Taipei Fine Arts Museum director Ping Lin remarks: “The Venice Biennale 
Taiwan Pavilion is an international platform. Once every two years, we 
gather the Taiwanese contemporary art world together to imagine what 
this platform can be. In recent years Taiwanese artists and art 
institutions have elevated their participation in the global art 
community, generating a more refined and complex network of connections. 
For this reason, the nominating committee employed a greater level of 
strategic thinking, coloring their artist recommendations with stronger 
overtones of global strategy. Shu Lea Cheang, a pioneer of net art, not 
only in Taiwan but around the world, emerged as the first choice.”

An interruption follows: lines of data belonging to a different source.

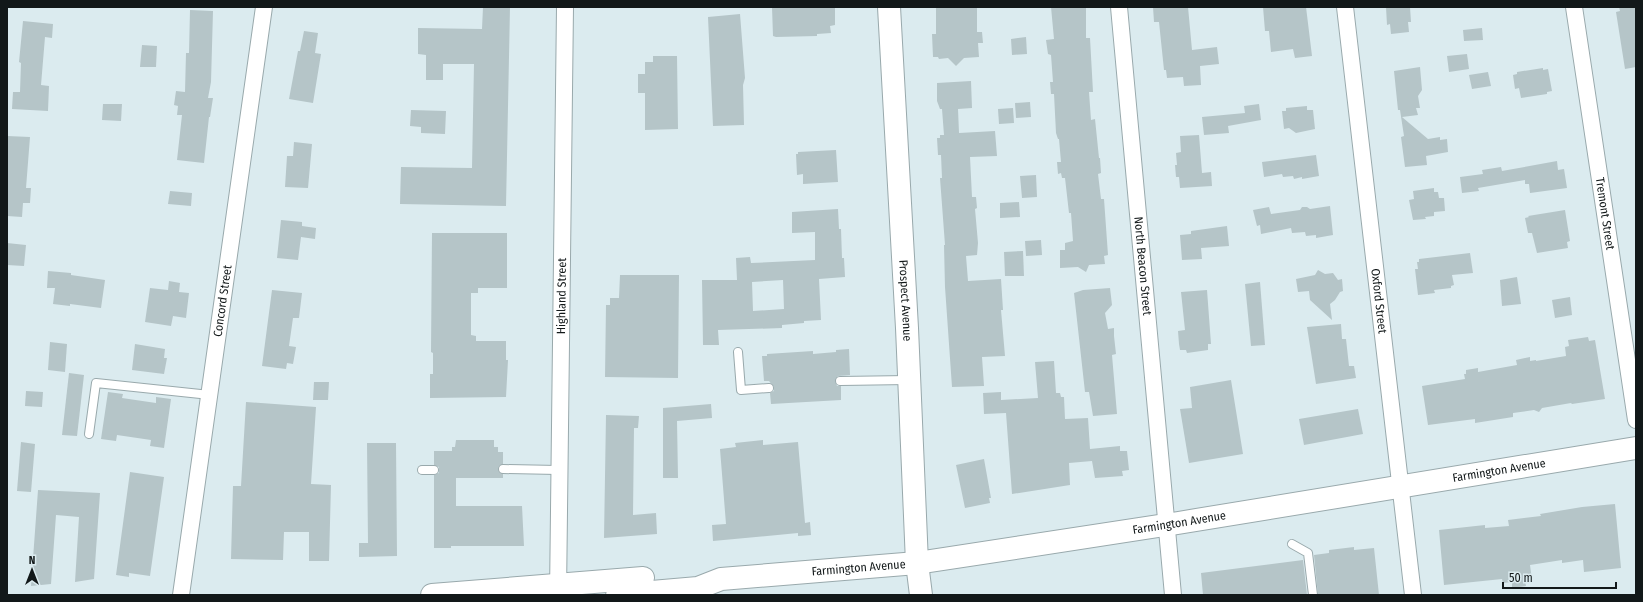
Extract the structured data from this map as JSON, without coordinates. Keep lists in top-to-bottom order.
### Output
{
  "streets": {
    "main road": ["Prospect Avenue", "Farmington Avenue"],
    "street": [
      "Tremont Street",
      "North Beacon Street",
      "Highland Street",
      "Concord Street",
      "Oxford Street"
    ]
  },
  "crossings": [
    ["North Beacon Street", "Farmington Avenue"],
    ["Highland Street", "Farmington Avenue"],
    ["Prospect Avenue", "Farmington Avenue"],
    ["Oxford Street", "Farmington Avenue"]
  ],
  "scale_bar": "50 m",
  "north": "top"
}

Cheang remarks: “Since my net art work /BRANDON/ (1998-1999), a 
trajectory charged with detours and deviations has teleported me to 
Palazzo delle Prigioni, Venice, where crimes and punishment are 
revisited in a 16th century prison setting. My growing up in Taiwan was 
much associated with a tightly controlled society under Taiwan's martial 
law (1949-1987). My return to Taiwan after decades of living abroad has 
exposed me to a liberated, intricate and generous new generation with 
whom I have only now begun to become acquainted. To be representing 
Taiwan in its current complex state is a tremendous task, and I am 
grateful to be accompanied on this venture by the visionary curator Paul 
B. Preciado and the dedicated VB team at the Taipei Fine Arts Museum.”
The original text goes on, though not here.